Generations of local families have charted a course to keep a racing tradition alive.
By Jeanne Shook
From the August 2019 issue
In August 1932, as Lewes Beach resident George E. Davisson observed small boats sailing on Delaware Bay, an idea was born. The owner of a small sailboat himself, Maj. Davisson — as he was known — was eager for competition. Why not, he wondered, establish a sailing association to promote racing?
After consulting with fellow Lewes resident Marjorie F. Virden, the two arranged a gathering of other boating enthusiasts from the community and proposed the formation of a sailing club. The idea was well received, and within two weeks the Lewes Yacht Club was established and held its first race.

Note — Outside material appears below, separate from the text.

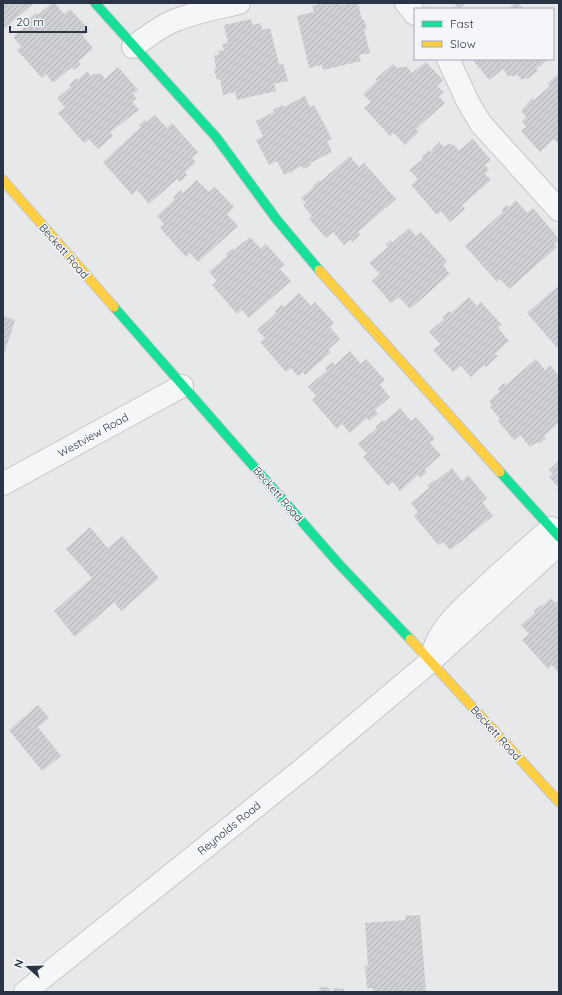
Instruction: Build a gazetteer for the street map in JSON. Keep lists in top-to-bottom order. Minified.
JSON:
{"streets":{"street":["Beckett Road","Westview Road","Reynolds Road"]},"crossings":[["Beckett Road","Westview Road"],["Beckett Road","Reynolds Road"]],"legend":["Fast","Slow"],"scale_bar":"20 m","north":"left"}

The competition was rooted in a time-honored practice.
“Racing on the Delaware dates back to when local captains competed, under sail, to be the first to reach an incoming ship, thus securing the job of taking the ship up the narrow, tortuous Delaware River, with its unpredictable shoals,” Lewes Yacht Club member Marjorie Miller wrote in the club’s 80th anniversary chronicle.
Since that time, generations of Cape Henlopen sailors have upheld the region’s unique sailing culture. Whether “in the blood” or acquired through efforts to allow greater access to the sport, a shared passion has animated and sustained participants in area sailing clubs, who mirror the competitive spirit of their predecessors.
Two such trailblazers were T. Rowland Marshall and D. Rodney Evans, renowned competitors and lifelong friends who raced the wind in their 17-foot Mobjacks every Sunday at the yacht club from 1934 until 2008. “To them, sailing was more than a pleasant way to spend Sunday afternoons. Racing connected them to Lewes’s heritage, rooted in its historic relationship with the water, challenging the elements,” says Miller in her historical account.
For Marshall, Evans and other boaters of that era, local racing was BYOB — bring your own boat. But for would-be sailors without boats, the two friends built an entire fleet of Sailfish in the 1950s. Constructed from DIY kits in Marshall’s garage, this rudimentary one-person wooden vessel consisted of a flat hull and a sail. Redesigned as a fiberglass boat with a “cockpit” for greater comfort and stability in 1952, the craft was rebranded the Sunfish.
Marshall’s daughter Connie (now Connie Miller) and neighbor Nick Carter learned to test the waters on a Sailfish when they were 8 and 10, respectively. Like many of their counterparts, they launched their racing careers at an early age and haven’t stopped since.